Nothing would give me more pleasure than telling you that after 11 years as a coach, and studying the ins and outs of happiness, that there’s a golden light at the end of the tunnel where you live happily ever after and life is a long string of joy, love bubbles and blissful moments. However, I don’t deal in bull… dust, I deal in positivity, and quite frankly, there is no pot of gold to find. (Sorry.)

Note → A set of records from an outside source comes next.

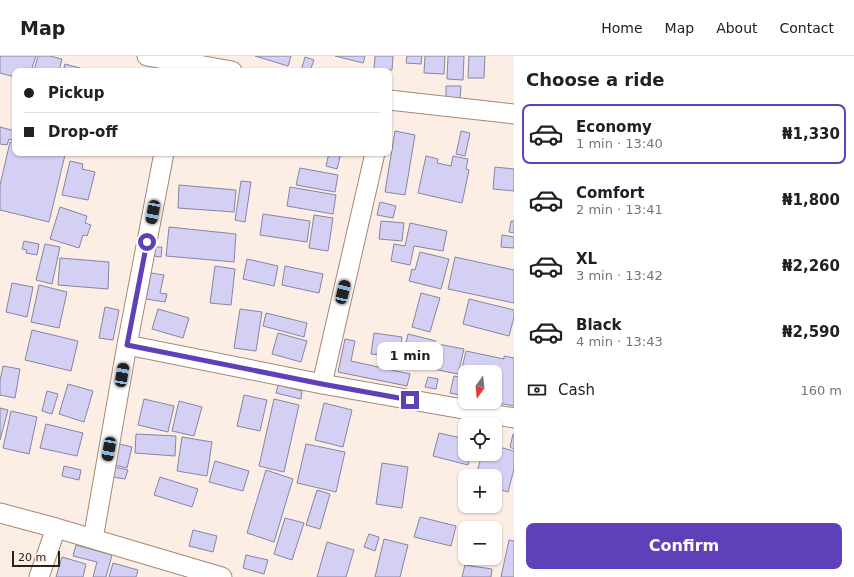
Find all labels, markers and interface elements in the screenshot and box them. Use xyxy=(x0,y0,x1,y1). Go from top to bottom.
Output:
text: Map xyxy=(20,17,65,39)
text: Home xyxy=(601,20,643,36)
text: Map xyxy=(665,20,694,36)
text: About xyxy=(716,20,758,36)
text: Contact xyxy=(780,20,834,36)
text: Choose a ride xyxy=(526,69,665,90)
text: Pickup xyxy=(48,84,104,102)
icon: car xyxy=(528,116,564,152)
text: Economy xyxy=(576,118,652,136)
text: Drop-off xyxy=(48,123,118,141)
text: ₦1,330 xyxy=(782,125,840,143)
text: 1 min · 13:40 xyxy=(576,136,663,151)
icon: car xyxy=(528,182,564,218)
text: Comfort xyxy=(576,184,644,202)
text: ₦1,800 xyxy=(782,191,840,209)
car xyxy=(145,199,161,225)
text: 2 min · 13:41 xyxy=(576,202,663,217)
route start xyxy=(138,233,156,251)
icon: car xyxy=(528,248,564,284)
text: XL xyxy=(576,250,597,268)
text: ₦2,260 xyxy=(782,257,840,275)
text: 3 min · 13:42 xyxy=(576,268,663,283)
car xyxy=(334,279,352,305)
icon: car xyxy=(528,314,564,350)
text: Black xyxy=(576,316,622,334)
text: ₦2,590 xyxy=(782,323,840,341)
text: 4 min · 13:43 xyxy=(576,334,663,349)
callout: 1 min xyxy=(377,342,443,370)
text: 1 min xyxy=(390,348,430,363)
car xyxy=(114,362,130,388)
north arrow xyxy=(458,365,502,409)
map controls xyxy=(458,365,502,565)
icon: cash xyxy=(526,379,548,401)
text: Cash xyxy=(558,381,595,399)
text: 160 m xyxy=(800,383,842,398)
route end xyxy=(401,391,419,409)
button: locate xyxy=(458,417,502,461)
car xyxy=(101,436,117,462)
button: + xyxy=(458,469,502,513)
button: − xyxy=(458,521,502,565)
button: Confirm xyxy=(526,523,842,569)
scale bar xyxy=(12,549,60,568)
text: 20 m xyxy=(18,551,46,564)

What I have discovered, is that regardless of how positive you are, life still throws you challenges. No matter how mindful, engaged or compassionate you are, bad stuff still happens and weather you’re generally more optimistic or more pessimistic, when disaster strikes, it still sucks! The pain feels the same regardless of your disposition, it’s what comes next that separates us. I think most people believe that the optimist is like an endangered species on a protected list that is simply immune to disaster or negativity, not so my friends. The optimist is the guy working overtime to make sure that when disaster strikes it doesn’t’ take him (or those around him,) down with it.
Being optimistic and remaining positive in the face of adversity is the biggest challenge of all. It’s an illusion that positivity comes easily to some. The more happy people I meet, the more I’ve realised it’s not that they are genuinely happy all the time, it’s simply that they value happiness so much they are prepared to do the hard work to make it happen. Yes, I did just say that happiness is hard work, it is.
So, when my daughter whines about how terrible her life is, (which is quite literally the most frequent conversation were having at this point in time) it’s not my natural inclination to respond with joy, compassion and optimism (despite all my happiness training.) My instinct is to shut it down in a tyrannical rant about how ungrateful she is, what a crappy attitude she has and how I’m the one with something to complain about. This rant would naturally be followed by an internal dialogue of self-loathing, guilt at how I’m failing my daughter and why I’m generally a bad person. The easy thing to do is follow my instinct and let rip with the rant, the hard thing is to stay positive, and my word, it’s hard!
The heavy lifting of positivity involves knowing and managing your emotions, being mindful of how you react and communicate and consciously trying to promote kindness and positivity. Here’s a few tips on how I do it, and believe me, it’s a work in progress, my daughter still gets the ‘tyrannical rant’ sometimes, but as much as I can, I work towards a better way.
Eject – recognise when your emotions are about to boil over and find an eject button. Something you can do to safely remove yourself from the situation and make sure no harm is done. I’ll often walk outside to the letter box and stand awhile and breathe. Whether it’s feeling overwhelmed with work or frustrated with kids, it shifts my perspective.
Be selfish – being positive is hard, but being positive on a smattering of sleep and a constant feeling of overwhelm is near impossible. When I make time to do things I enjoy and manage my daily routine well, I’m able to cope better with the inevitable stress that life delivers.
Understand Neuroplasticity – knowing my brain is totally changeable means that when I allow negative thoughts in, those thoughts become easier to access. When I work hard to focus on and find the positives, (despite having the same negative thoughts as the average person) it does become easier, not easy, but easier and that’s an advantage I need. The more often I stretch my brain to acknowledge the positives the better I become at noticing the positives, so the harder I work, the more optimistic I become.
So, I probably haven’t sold you on positivity, but hopefully you have a few insights into how the positive people in your world see things. Life isn’t any easier for them, they just work harder at it. Being positive is hard work, but is it rewarding? Absolutely! Positivity creates opportunities. Hopefully you’ll take some of these ideas and have a crack, or at least, appreciate the positive people in your world a little more.